Our study contributes to the small but growing body of literature assessing the rate of decline in PFT parameters of IPF patients with and without circulating autoantibodies. This is the first report aiming to determine the implications of autoantibody kinetics in IPF. The results suggest that patients with circulating autoantibodies at some point during the disease course progressed slower in terms of DLCO compared to seronegative controls. There was a tendency for improved survival in seropositive participants but it was not statistically significant. Persistently seropositive patients were no different in terms of study endpoints compared to patients that developed seroconversion or those that became seronegative.

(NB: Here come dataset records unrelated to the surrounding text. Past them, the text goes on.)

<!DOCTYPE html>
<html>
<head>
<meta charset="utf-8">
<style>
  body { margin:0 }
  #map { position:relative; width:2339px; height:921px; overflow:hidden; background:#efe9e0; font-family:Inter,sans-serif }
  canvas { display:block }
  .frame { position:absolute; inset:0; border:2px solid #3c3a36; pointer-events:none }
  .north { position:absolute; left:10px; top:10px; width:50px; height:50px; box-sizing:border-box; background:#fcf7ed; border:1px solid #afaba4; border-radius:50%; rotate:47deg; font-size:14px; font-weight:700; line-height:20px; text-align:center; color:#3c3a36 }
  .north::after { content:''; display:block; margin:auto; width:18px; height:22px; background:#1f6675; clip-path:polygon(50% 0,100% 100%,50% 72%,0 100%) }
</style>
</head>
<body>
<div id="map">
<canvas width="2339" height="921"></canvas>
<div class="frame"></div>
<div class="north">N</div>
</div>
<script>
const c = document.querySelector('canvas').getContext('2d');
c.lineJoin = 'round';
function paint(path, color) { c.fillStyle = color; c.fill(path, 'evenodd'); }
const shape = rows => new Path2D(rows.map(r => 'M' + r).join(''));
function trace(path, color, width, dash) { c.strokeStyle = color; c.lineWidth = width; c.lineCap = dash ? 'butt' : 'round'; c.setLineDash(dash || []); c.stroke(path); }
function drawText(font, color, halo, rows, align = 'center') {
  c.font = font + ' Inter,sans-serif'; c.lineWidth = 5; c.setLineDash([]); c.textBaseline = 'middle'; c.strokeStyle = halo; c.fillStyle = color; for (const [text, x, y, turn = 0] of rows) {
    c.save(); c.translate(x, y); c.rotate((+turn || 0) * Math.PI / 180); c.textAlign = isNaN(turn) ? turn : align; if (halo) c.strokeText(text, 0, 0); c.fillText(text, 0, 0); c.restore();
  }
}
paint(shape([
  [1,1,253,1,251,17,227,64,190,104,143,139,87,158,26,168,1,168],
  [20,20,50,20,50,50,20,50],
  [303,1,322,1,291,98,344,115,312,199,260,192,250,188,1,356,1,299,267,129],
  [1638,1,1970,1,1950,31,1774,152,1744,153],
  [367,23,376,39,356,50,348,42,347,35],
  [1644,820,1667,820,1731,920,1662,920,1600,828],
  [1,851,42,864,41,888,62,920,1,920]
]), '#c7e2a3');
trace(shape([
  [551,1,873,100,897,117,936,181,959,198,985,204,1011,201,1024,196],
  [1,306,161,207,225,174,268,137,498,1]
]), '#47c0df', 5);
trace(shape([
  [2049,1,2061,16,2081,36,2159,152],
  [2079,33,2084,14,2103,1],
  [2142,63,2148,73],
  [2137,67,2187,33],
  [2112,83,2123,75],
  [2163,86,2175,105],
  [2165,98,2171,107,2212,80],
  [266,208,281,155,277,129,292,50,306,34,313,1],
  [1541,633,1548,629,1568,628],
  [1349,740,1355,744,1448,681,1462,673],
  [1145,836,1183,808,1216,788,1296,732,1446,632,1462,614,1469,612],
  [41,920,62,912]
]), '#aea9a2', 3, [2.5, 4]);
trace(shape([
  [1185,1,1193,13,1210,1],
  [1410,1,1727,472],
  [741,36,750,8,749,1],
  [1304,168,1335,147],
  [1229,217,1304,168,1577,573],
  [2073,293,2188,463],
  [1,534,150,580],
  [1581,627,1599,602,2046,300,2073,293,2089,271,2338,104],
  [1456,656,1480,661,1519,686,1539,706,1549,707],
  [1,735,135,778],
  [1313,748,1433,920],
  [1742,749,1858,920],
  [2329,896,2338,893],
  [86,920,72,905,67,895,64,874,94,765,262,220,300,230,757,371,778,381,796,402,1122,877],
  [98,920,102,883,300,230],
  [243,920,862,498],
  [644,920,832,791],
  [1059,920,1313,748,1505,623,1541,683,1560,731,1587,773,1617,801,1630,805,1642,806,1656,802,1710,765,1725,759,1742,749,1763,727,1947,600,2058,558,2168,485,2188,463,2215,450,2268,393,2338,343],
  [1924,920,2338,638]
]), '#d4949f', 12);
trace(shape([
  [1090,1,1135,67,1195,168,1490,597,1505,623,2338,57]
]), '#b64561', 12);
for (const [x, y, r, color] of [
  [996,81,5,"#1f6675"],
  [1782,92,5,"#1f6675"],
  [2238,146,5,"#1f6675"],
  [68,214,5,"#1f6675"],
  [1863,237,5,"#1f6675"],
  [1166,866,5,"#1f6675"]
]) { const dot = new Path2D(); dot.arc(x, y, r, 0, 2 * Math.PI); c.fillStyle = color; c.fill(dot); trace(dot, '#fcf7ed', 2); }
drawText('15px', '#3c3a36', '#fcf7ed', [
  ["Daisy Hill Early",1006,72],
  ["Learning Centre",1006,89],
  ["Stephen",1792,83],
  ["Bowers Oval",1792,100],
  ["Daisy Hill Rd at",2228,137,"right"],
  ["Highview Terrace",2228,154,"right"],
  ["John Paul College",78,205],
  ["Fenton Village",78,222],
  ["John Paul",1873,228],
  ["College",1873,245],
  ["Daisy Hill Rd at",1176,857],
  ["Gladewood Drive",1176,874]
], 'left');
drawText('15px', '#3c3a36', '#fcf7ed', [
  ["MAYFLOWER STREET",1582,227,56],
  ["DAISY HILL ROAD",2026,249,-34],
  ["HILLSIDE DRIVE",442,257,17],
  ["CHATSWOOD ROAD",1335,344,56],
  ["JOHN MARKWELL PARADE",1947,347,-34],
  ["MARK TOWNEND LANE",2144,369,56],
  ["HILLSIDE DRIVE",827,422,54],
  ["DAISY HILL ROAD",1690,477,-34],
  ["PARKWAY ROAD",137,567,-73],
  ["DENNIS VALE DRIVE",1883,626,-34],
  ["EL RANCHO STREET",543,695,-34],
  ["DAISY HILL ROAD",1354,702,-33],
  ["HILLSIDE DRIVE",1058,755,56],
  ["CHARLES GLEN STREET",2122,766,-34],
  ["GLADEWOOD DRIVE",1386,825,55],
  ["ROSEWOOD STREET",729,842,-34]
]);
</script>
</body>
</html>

It remains unclear if circulating autoantibodies are more common in IPF patients compared to healthy individuals. In the publication of Lee et al., which is one of the few to address the issue, positive serology was found in 22% of IPF patients (n = 67) similar to that of internal controls (n = 52) (6). However, the lack of statistical significance becomes intriguing when taking into context that; (i) the IPF group had a higher proportion of males (50% males for the control group vs. 75% males for the IPF group); and (ii) healthy females are more likely to harbor circulating ANA.

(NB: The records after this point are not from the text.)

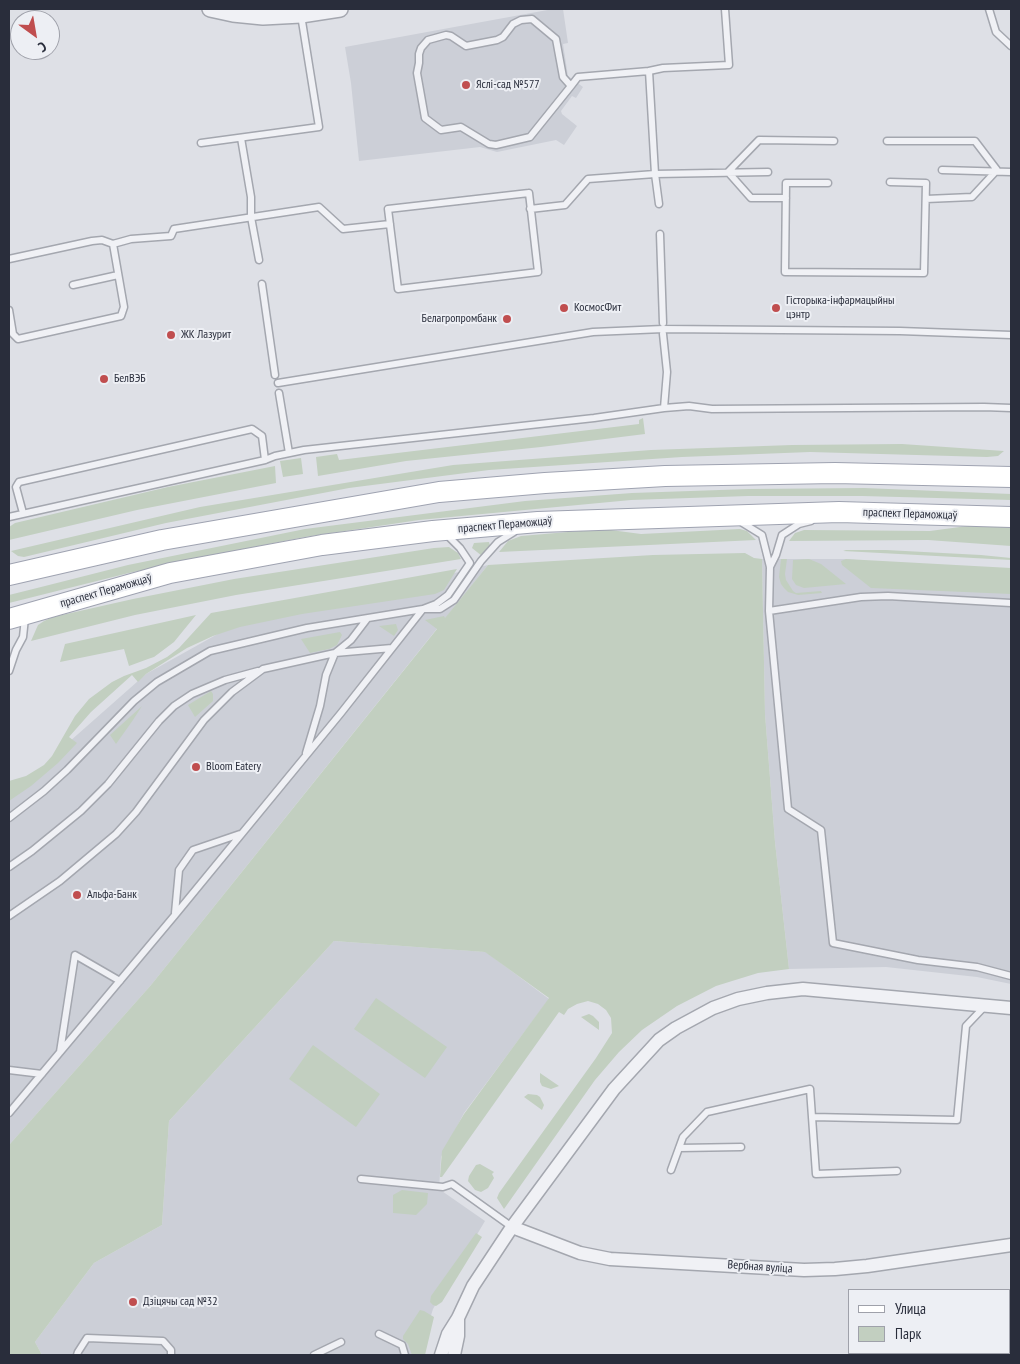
<!DOCTYPE html>
<html>
<head>
<meta charset="utf-8">
<style>
	body { margin:0 }
	#map { position:relative; width:1020px; height:1364px; overflow:hidden; background:#dee0e6; font-family:"PT Sans Narrow",sans-serif }
	canvas { display:block }
	.frame { position:absolute; inset:0; border:10px solid #292d3b; pointer-events:none }
	.legend { position:absolute; left:848px; top:1289px; width:162px; height:65px; box-sizing:border-box; background:#edeff4; border:1px solid #9fa1aa; margin:0; padding:6px 9px; list-style:none; font-size:15px; color:#292d3b }
	.legend li { display:flex; align-items:center; gap:10px; height:25px }
	.legend b { width:25px; border:1px solid #9fa1aa }
	.north { position:absolute; left:10px; top:10px; width:50px; height:50px; box-sizing:border-box; background:#edeff4; border:1px solid #9fa1aa; border-radius:50%; rotate:148deg; font-size:14px; font-weight:700; line-height:20px; text-align:center; color:#292d3b }
	.north::after { content:''; display:block; margin:auto; width:18px; height:22px; background:#c04e4f; clip-path:polygon(50% 0,100% 100%,50% 72%,0 100%) }
</style>
</head>
<body>
<div id="map">
<canvas width="1020" height="1364"></canvas>
<div class="frame"></div>
<ul class="legend">
<li><b style="height:6px;background:#fff"></b>Улица</li>
<li><b style="height:14px;background:#c2cfc0"></b>Парк</li>
</ul>
<div class="north">С</div>
</div>
<script>
const c = document.querySelector('canvas').getContext('2d');
c.lineJoin = 'round';
function paint(path, color) {
  c.fillStyle = color;
  c.fill(path, 'evenodd');
}
function poly(rows) {
  const path = new Path2D();
  for (const r of rows) {
    path.moveTo(r[0], r[1]);
    for (let i = 2; i < r.length; i += 2) path.lineTo(r[i], r[i + 1]);
  }
  return path;
}
function stroke(path, color, width, dash) {
  c.strokeStyle = color;
  c.lineWidth = width;
  c.lineCap = dash ? 'butt' : 'round';
  c.setLineDash(dash || []);
  c.stroke(path);
}
function write(font, color, halo, rows, align = 'center') {
  c.font = font + ' "PT Sans Narrow",sans-serif';
  c.lineWidth = 4;
  c.setLineDash([]);
  c.textBaseline = 'middle';
  c.strokeStyle = halo;
  c.fillStyle = color;
  for (const [text, x, y, turn = 0] of rows) {
    c.save();
    c.translate(x, y);
    c.rotate((+turn || 0) * Math.PI / 180);
    c.textAlign = isNaN(turn) ? turn : align;
    if (halo) c.strokeText(text, 0, 0);
    c.fillText(text, 0, 0);
    c.restore();
  }
}
const built = poly([
	[553,9,563,9,568,43,563,44,568,76,583,87,576,98,572,96,561,111,562,114,577,126,564,145,556,140,497,152,480,147,359,161,351,83,345,47],
	[762,559,846,559,1011,575,1011,984,977,977,886,967,789,969,775,842,765,714],
	[488,565,151,985,9,1145,9,797,31,782,52,757,146,674,232,626],
	[334,941,486,952,549,999,464,1113,441,1157,439,1189,485,1221,433,1309,419,1355,42,1355,35,1342,94,1263,162,1225,169,1121]
]);
const green = poly([
	[643,418,645,434,541,447,406,461,318,476,316,457,337,454,339,460,639,424,639,420],
	[902,444,1004,451,998,456,987,457,810,452,682,457,489,470,349,488,166,523,24,557,18,556,11,551,200,507,453,465,651,450,792,445],
	[301,458,303,474,283,477,280,461],
	[275,466,276,483,137,510,9,540,9,527,15,523,168,487],
	[864,488,1011,494,1011,500,862,496,748,496,631,500,419,520,305,537,208,556,129,573,9,603,9,595,45,586,128,565,305,529,525,501,632,493,749,489],
	[982,524,1011,527,1011,546,928,540,789,541,795,533,804,530,930,531],
	[603,529,641,534,740,529,747,531,756,540,499,552,508,541,521,536],
	[489,542,490,546,482,556,472,548,474,543],
	[449,547,458,553,461,559,236,595,135,615,31,641,38,625,44,621,53,617,133,599,234,579,434,548],
	[846,550,886,550,981,555,1011,558,1011,560,843,551],
	[745,553,754,558,762,559,765,714,775,842,789,969,758,973,716,986,677,1006,642,1030,619,1052,595,1080,504,1209,497,1198,499,1193,596,1058,612,1033,611,1018,606,1010,598,1004,588,1001,577,1004,568,1009,564,1015,559,1012,442,1177,440,1177,442,1151,464,1114,549,998,485,952,334,941,169,1121,162,1225,94,1263,35,1342,42,1355,9,1355,9,1145,151,985,437,629,425,620,444,616,445,618,488,565,653,555],
	[781,559,787,559,785,574,786,580,793,591,796,593,821,591,822,593,798,595,788,592,784,588,781,584,779,577],
	[809,559,821,564,846,584,804,588,796,585,792,579,793,560],
	[846,559,1011,568,1011,594,871,588,842,565,841,561],
	[457,569,444,590,435,594,302,614,240,627,213,636,187,648,146,674,138,682,132,675,91,712,69,737,77,743,58,763,31,786,9,801,9,781,26,776,44,765,52,756,75,716,89,699,112,682,124,676,146,668,167,657,179,648,211,613],
	[196,615,174,642,154,657,148,659,129,666,124,649,60,662,65,644],
	[396,624,398,630,394,636,379,626],
	[340,632,342,635,337,645,329,649,310,653,301,639],
	[211,691,213,694,213,701,195,717,188,705],
	[142,706,133,720,116,744,110,735],
	[376,998,447,1047,425,1078,354,1029],
	[589,1014,593,1016,599,1022,599,1030,581,1017],
	[313,1045,380,1094,356,1127,289,1079],
	[540,1073,559,1086,551,1089,542,1086,540,1082],
	[528,1094,537,1095,540,1097,544,1105,542,1110,524,1097],
	[480,1164,494,1172,492,1174,494,1178,488,1188,481,1192,475,1190,468,1181,469,1176,476,1165],
	[402,1190,428,1193,427,1204,416,1215,393,1213,393,1195],
	[476,1233,482,1237,442,1302,436,1306,433,1305,430,1302,431,1296],
	[420,1310,424,1311,434,1317,425,1355,412,1355,408,1344,403,1339,403,1336]
]);
const service = poly([
	[989,9,996,32,1011,46],
	[571,86,563,77,556,39,532,19,521,20,513,24,503,37,497,40,466,46,451,36,446,35,428,40,421,48,419,54,419,63,417,73,425,118,441,130,461,127,489,144,496,145,530,137,571,86,578,77,649,71],
	[241,138,251,197,251,217,259,260],
	[887,141,975,141,997,170,972,197,926,199],
	[201,143,319,127,301,15],
	[942,170,1011,172],
	[828,183,786,183,785,272,924,273,926,183,890,182],
	[529,193,538,272,398,289,388,209,529,193],
	[786,198,751,198,728,172,759,140,834,141],
	[659,204,655,174,649,71,663,68,729,65,725,9],
	[530,209,565,205,588,179,655,174,768,172],
	[660,234,663,323],
	[9,259,92,241,102,240,113,244],
	[262,284,275,375],
	[73,285,118,275],
	[9,310,13,334,18,339,121,316,124,307,113,244,131,239,171,236,174,229,319,207,343,229,390,224],
	[663,334,667,372,664,408],
	[278,383,593,332,663,329,900,331,1011,335],
	[279,393,289,453],
	[23,513,16,487,19,482,252,429,262,436,265,460],
	[9,517,265,460,275,456,304,450,594,418,664,408,689,406,712,409,984,407,1011,408],
	[741,522,762,535,770,567,769,611,861,597,888,596,1011,603],
	[770,567,776,555,782,535,799,524,811,521],
	[769,611,788,809,821,830,833,943,918,960,977,967,1011,976],
	[9,671,16,650,23,637,25,618],
	[306,753,320,706,326,675,335,653,392,648],
	[9,818,44,791,67,770,134,701,157,682,210,651,307,628,423,609,440,609,454,600,481,561,498,542,514,532],
	[9,867,32,851,81,811,108,784,159,721,174,706,192,694,225,680,258,671],
	[175,913,179,870,193,850,240,834],
	[9,916,60,881,116,834,136,812,204,720,232,692,263,669,335,653,351,640,367,619],
	[60,1052,75,955,120,981],
	[9,1070,42,1074],
	[9,1113,175,915,341,713,423,609,436,604,448,595,470,563,460,548,449,537,444,535],
	[812,1117,816,1174,897,1171],
	[679,1148,741,1147],
	[671,1170,683,1137,707,1112,810,1089,812,1117,957,1120,966,1026,985,1006],
	[361,1179,443,1187,452,1184,512,1227],
	[379,1334,402,1345,405,1355],
	[77,1355,78,1352,87,1338,163,1341,171,1350,171,1355],
	[314,1355,341,1342]
]);
const minor = poly([
	[512,1227,580,1253,610,1259,804,1270,835,1269,867,1266,1011,1245],
	[441,1355,448,1334,458,1318,473,1286,512,1227,614,1089,659,1040,676,1028,713,1008,738,999,767,993,803,989,1011,1008],
	[454,1355,458,1336,458,1318]
]);
const tertiary = poly([
	[210,9,233,14,263,17,301,15,340,9]
]);
const primary = poly([
	[9,575,162,540,439,492,545,483,665,476,835,473,1011,477],
	[9,619,170,573,322,545,433,531,538,522,839,512,1011,517]
]);
const markers = [
	[466,85,5,"#c04e4f"],
	[564,308,5,"#c04e4f"],
	[776,308,5,"#c04e4f"],
	[507,319,5,"#c04e4f"],
	[171,335,5,"#c04e4f"],
	[104,379,5,"#c04e4f"],
	[196,767,5,"#c04e4f"],
	[77,895,5,"#c04e4f"],
	[133,1302,5,"#c04e4f"]
];
const poiNames = [
	["Яслі-сад №577",476,85],
	["Гісторыка-інфармацыйны",786,301],
	["цэнтр",786,315],
	["КосмосФит",574,308],
	["Белагропромбанк",497,319,"right"],
	["ЖК Лазурит",181,335],
	["БелВЭБ",114,379],
	["Bloom Eatery",206,767],
	["Альфа-Банк",87,895],
	["Дзіцячы сад №32",143,1302]
];
const streetNames = [
	["праспект Пераможцаў",910,514,2],
	["праспект Пераможцаў",505,525,-5],
	["праспект Пераможцаў",106,591,-16],
	["Вербная вуліца",760,1267,4]
];
paint(built, '#cccfd7');
paint(green, '#c2cfc0');
stroke(service, '#a4a7af', 9);
stroke(minor, '#a4a7af', 15);
stroke(tertiary, '#a4a7af', 18);
stroke(primary, '#9fa3b1', 22);
stroke(service, '#f0f1f5', 6);
stroke(minor, '#f0f1f5', 12);
stroke(tertiary, '#f0f1f5', 15);
stroke(primary, '#fff', 20);
for (const [x, y, r, color] of markers) {
  const dot = new Path2D();
  dot.arc(x, y, r, 0, 2 * Math.PI);
  c.fillStyle = color;
  c.fill(dot);
  stroke(dot, '#edeff4', 2);
}
write('12px', '#292d3b', '#edeff4', poiNames, 'left');
write('12px', '#292d3b', '#edeff4', streetNames);
</script>
</body>
</html>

Analysis and comparison of data regarding circulating autoantibodies in IPF patients is hindered by considerable heterogeneity between studies in critical parameters such as positivity cut-off values, population demographics, autoantibody selection and laboratory methodologies. At a low dilution of ≥1:40, Fischer et al. and Kang et al. reported ANA prevalence of 34 and 31.5% in their cohorts of 285 and 526 patients, respectively (8, 14, 15). We demonstrated that 48% of patients with IPF were seropositive for ANA, RF and/or antigen specific autoantibodies and that 34.4% had ANA ≥ 1:160, a level which is more clinically relevant. Two studies involving the same cut-off point showed a large discrepancy in terms of frequency with 41.4% out 58 and 16.8% out 386 individuals being positive, respectively (5, 16). Both research groups screened patients for antigen-specific autoantibodies such as ANCA, anti SSA/SSB, antiScl70 and antiJo-1, a strategy which moderates misclassification of patients as seronegative owing to untested markers of humoral autoimmunity. Nevertheless, no significant correlation between autoantibody presence and survival was found. It must be noted though that Moua et al. screened a portion of the population for antigen-specific autoantibodies which could result in false negative results (16). Even patients with ANA ≥ 1:320 and/or antigen specific autoantibodies showed no alterations in terms of life expectancy (17). The decline of PFT parameters during disease progression (annual absolute and percent predicted FVC or DLCO) remained unaffected in disagreement with our findings (17). However, after adjustment for previously established FVC and DLCO decline cut-offs (>5 and >15%, respectively) associated with survival, the influence of autoantibody positivity on DLCO becomes negligible in our study (Table 1) (18, 19). Taken together, the aforementioned body of evidence support the prevailing notion that CTD-related autoantibodies in IPF patients are probably inconsequential.

We did observe a statistically significant reduction in DLCO decline and Lee et al. reported longer transplant-free survival in seropositive individuals although both outcomes are of ambiguous clinical relevance (6). Extension of the follow-up period in our study could resolve the apparent contradiction, given the prognostic value of DLCO, and produce improvement of survival in line with the latter. It was recently shown by, Ghang et al. that autoantibodies as defined by the IPAF serologic domain and ANCA confer a favorable prognosis (7). Intriguingly, immunomodulation was beneficial to seropositive subjects which is consistent with the fact that circulating autoantibodies in IPF patients have been previously linked to CTD-like findings on lung histology (20). On the other hand, seronegative comparators showed greater 5-year mortality when treated (7). Parallels can be drawn with the study of Tzouvelekis et al. where combined emphysema and fibrosis patients with autoimmune markers showed better prognosis and abundant CD20+ B cell lymphoid follicles compared to those lacking autoreactivity indices (4). In agreement with the above, a recent pilot trial suggested that antibody reduction through plasma exchange, rituximab and intravenous immunoglobulin may quench acute exacerbations of IPF, a condition likely to be characterized by immunity perturbations found in classical autoantibody-mediated disorders (21). Within that context, we suggest that the clinical redundancy of circulating autoantibodies in IPF may need to be revisited.

Serial autoantibody measurements at follow-up visits for patients with an initial diagnosis most congruent with IPF has been proposed to monitor development of CTD given that disease presentation may be limited to pulmonary manifestations and the likelihood of misdiagnosis should be considered. For instance, in a Chinese study 25.1% of patients with ILD became seropositive after the initial diagnostic assessment (22). We sought to unravel additional value beyond CTD exclusion for monitoring levels of circulating autoantibodies in IPF. It is speculated that regular screening could identify patients developing activation of innate immunity against self antigens at some point during disease evolution (23). Given the different types of inflammation between rapid and slow progressors, changes in antibody status could represent a harbinger of the rate of functional decline and even response to immunosuppression (24). Although our exploratory trial did not show any difference in PFT trajectory and survival between groups A, B, and C, it is worthwhile to further delineate the implications of the dynamic inflammatory process during the course of IPF.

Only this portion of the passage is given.